E proprio ascoltando (me e gli altri) ho capito quanto le parole possono essere importanti ora più che mai per il nostro presente, ma soprattutto per il nostro futuro. Si parla di guerra, nemici, eroi, sacrificio, prima linea, sconfiggere, ma sono tutti termini che non fanno altro che aumentare la percezione di pericolo e la risposta che ognuno di noi mette in atto per difendersi. Si parla di complotti, schieramenti, di stare con o contro qualcosa o qualcuno, di scelte giuste o sbagliate, di tempestività o di ritardi nell’agire. Viviamo in un costante dualismo che continua a tenerci dentro al meccanismo attacco o fuga. Come tanti, anche io ho sperimentato, e sperimento tutt’ora la paura, l’incertezza, la difficoltà nello stare in una situazione con non controllo e che potrebbe cambiare da un momento all’altro e proprio per questo ho fatto una scelta. Ho deciso di usare le parole giuste, che mi fanno pensare al futuro che vorrei per me, per mia figlia, per la mia famiglia. 

Ho sostituito la parola “combattere” con IMPEGNARSI perché ognuno può decidere di fare la sua parte, nel suo piccolo. Decido di non chiamarla “guerra” perché se continuiamo a considerarla tale ci troveremo con l’esercito per strada e non dovremmo neppure stupircene. Quella che stiamo vivendo è una SFIDA alle nostre abitudini, ai sistemi, alle nostre convinzioni. La guerra è dentro di noi se continuiamo a vivere nella paura e facciamo resistenza a quello che ci sta accadendo.

Non voglio pensare ai medici, infermieri e tutti coloro che stanno prestando il loro lavoro, il loro tempo, le loro competenze, il loro impegno per vincere questa sfida a degli eroi perché gli eroi nelle guerre spesso muoiono sul campo, ma a professionisti che credono in quello che fanno e per i quali la salute e la cura dei pazienti viene prima di tutto ma per ogni giorno dell’anno, non solo in questo momento particolare.
L’effetto di parole di guerra è percepibile nell’aria. Le persone sono arrabbiate, alcune sono al limite, basta poco per creare discussioni, conflitti. Ci guardiamo l’un altro con paura e distacco, cercando di capire se l’altro è infetto o meno, e se lo fossimo noi!!! Questa crisi è una delle più forti e coinvolgenti (nel senso che tocca tutto il mondo) dal dopoguerra. Una crisi di questo tipo fa cadere ogni certezza e già questo ci fa sentire minacciati e in pericolo perché le nostre abitudini sono saltate e la libertà è costretta nelle quattro mura di casa, il balcone e un pezzo di giardino se si è fortunati. In molti pensiamo di essere in prigione come se in una cella ci fossero tutte le comodità di una casa.

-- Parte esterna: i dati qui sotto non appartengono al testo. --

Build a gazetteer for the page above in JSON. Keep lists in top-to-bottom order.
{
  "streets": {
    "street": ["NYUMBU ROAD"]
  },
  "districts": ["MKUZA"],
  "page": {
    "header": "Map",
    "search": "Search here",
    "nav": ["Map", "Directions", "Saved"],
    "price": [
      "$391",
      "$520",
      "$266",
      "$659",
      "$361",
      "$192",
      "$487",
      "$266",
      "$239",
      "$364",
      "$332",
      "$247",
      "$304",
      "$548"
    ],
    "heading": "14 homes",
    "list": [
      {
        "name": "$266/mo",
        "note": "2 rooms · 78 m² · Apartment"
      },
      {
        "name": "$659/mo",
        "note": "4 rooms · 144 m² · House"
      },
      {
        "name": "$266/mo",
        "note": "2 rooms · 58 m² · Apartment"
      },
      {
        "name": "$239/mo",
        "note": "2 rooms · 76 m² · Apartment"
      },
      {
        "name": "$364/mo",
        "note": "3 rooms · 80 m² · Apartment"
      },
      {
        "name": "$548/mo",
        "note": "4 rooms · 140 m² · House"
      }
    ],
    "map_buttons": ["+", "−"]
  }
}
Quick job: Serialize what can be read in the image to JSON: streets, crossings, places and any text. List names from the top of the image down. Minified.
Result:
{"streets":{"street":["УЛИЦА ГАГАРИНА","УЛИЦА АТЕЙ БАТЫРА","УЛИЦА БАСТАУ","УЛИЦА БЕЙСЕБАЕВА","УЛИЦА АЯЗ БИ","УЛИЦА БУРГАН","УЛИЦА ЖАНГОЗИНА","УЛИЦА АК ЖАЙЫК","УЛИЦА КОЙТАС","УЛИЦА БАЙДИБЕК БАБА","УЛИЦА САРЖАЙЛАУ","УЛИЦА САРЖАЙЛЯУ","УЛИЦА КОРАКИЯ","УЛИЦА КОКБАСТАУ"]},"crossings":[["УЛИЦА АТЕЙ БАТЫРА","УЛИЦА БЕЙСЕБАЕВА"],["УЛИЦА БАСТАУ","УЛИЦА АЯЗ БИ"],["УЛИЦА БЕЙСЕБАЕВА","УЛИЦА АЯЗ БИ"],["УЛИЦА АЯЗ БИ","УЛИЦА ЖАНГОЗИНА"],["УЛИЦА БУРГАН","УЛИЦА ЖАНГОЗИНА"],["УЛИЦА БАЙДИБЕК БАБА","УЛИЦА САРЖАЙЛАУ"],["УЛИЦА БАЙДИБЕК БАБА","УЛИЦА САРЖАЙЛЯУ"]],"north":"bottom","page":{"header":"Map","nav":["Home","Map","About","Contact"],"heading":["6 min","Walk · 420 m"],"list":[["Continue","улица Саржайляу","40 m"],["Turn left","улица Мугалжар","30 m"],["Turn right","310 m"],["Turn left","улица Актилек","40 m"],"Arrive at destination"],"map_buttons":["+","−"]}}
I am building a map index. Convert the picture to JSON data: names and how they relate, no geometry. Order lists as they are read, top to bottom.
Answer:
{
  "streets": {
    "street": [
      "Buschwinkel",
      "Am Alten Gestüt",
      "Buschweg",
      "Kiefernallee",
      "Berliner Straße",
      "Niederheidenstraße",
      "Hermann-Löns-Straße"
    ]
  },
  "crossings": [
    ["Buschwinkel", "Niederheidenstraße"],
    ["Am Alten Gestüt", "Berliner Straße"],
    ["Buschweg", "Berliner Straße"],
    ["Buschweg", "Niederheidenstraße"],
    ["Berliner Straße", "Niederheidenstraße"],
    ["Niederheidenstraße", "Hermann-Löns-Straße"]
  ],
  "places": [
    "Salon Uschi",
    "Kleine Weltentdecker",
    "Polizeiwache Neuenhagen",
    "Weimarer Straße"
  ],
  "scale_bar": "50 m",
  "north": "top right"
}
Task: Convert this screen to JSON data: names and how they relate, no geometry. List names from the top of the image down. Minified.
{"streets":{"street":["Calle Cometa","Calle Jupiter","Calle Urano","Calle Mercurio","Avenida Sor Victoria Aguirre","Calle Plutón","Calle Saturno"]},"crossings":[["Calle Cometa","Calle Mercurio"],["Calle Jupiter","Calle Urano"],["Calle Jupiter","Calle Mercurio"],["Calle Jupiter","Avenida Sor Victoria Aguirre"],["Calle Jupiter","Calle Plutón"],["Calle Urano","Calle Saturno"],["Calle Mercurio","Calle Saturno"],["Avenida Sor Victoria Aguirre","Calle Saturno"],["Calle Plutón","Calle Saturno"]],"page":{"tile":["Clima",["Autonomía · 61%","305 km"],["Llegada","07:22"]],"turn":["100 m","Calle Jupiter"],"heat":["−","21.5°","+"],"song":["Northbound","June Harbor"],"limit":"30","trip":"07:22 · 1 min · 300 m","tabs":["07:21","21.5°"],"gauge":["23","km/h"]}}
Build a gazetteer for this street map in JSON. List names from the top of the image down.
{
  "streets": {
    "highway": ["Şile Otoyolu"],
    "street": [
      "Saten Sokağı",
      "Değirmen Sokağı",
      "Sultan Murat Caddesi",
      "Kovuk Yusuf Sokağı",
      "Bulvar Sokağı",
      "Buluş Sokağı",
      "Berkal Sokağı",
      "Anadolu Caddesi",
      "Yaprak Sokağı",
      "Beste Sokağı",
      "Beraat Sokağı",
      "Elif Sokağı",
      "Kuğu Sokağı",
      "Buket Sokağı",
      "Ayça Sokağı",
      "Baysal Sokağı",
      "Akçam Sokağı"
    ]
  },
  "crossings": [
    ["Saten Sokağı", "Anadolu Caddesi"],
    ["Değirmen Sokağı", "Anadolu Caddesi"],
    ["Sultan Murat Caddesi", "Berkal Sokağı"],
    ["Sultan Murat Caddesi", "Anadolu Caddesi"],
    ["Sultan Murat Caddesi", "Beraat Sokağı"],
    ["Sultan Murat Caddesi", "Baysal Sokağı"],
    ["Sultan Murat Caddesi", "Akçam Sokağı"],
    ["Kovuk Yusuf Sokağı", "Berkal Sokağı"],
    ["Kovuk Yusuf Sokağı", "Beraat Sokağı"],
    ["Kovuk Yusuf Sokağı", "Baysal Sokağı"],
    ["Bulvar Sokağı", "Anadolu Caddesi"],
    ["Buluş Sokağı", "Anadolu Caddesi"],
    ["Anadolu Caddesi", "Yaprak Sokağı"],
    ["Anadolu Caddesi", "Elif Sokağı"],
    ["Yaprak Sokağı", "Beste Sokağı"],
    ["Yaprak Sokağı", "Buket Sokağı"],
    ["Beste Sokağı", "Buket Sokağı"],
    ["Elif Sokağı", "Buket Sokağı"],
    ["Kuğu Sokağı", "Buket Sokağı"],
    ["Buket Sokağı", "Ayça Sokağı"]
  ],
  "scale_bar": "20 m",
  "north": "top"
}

Così mi fermo e penso “è questo il mondo che voglio dopo, è questo il mondo che voglio condividere con la mia famiglia, quello che voglio lasciare a mia figlia?”- No affatto tutto questo non mi piace e così lascio andare e scelgo una storia diversa, cambiando visione e scegliendo le parole che mi fanno stare bene e avere fiducia che VA TUTTO BENE.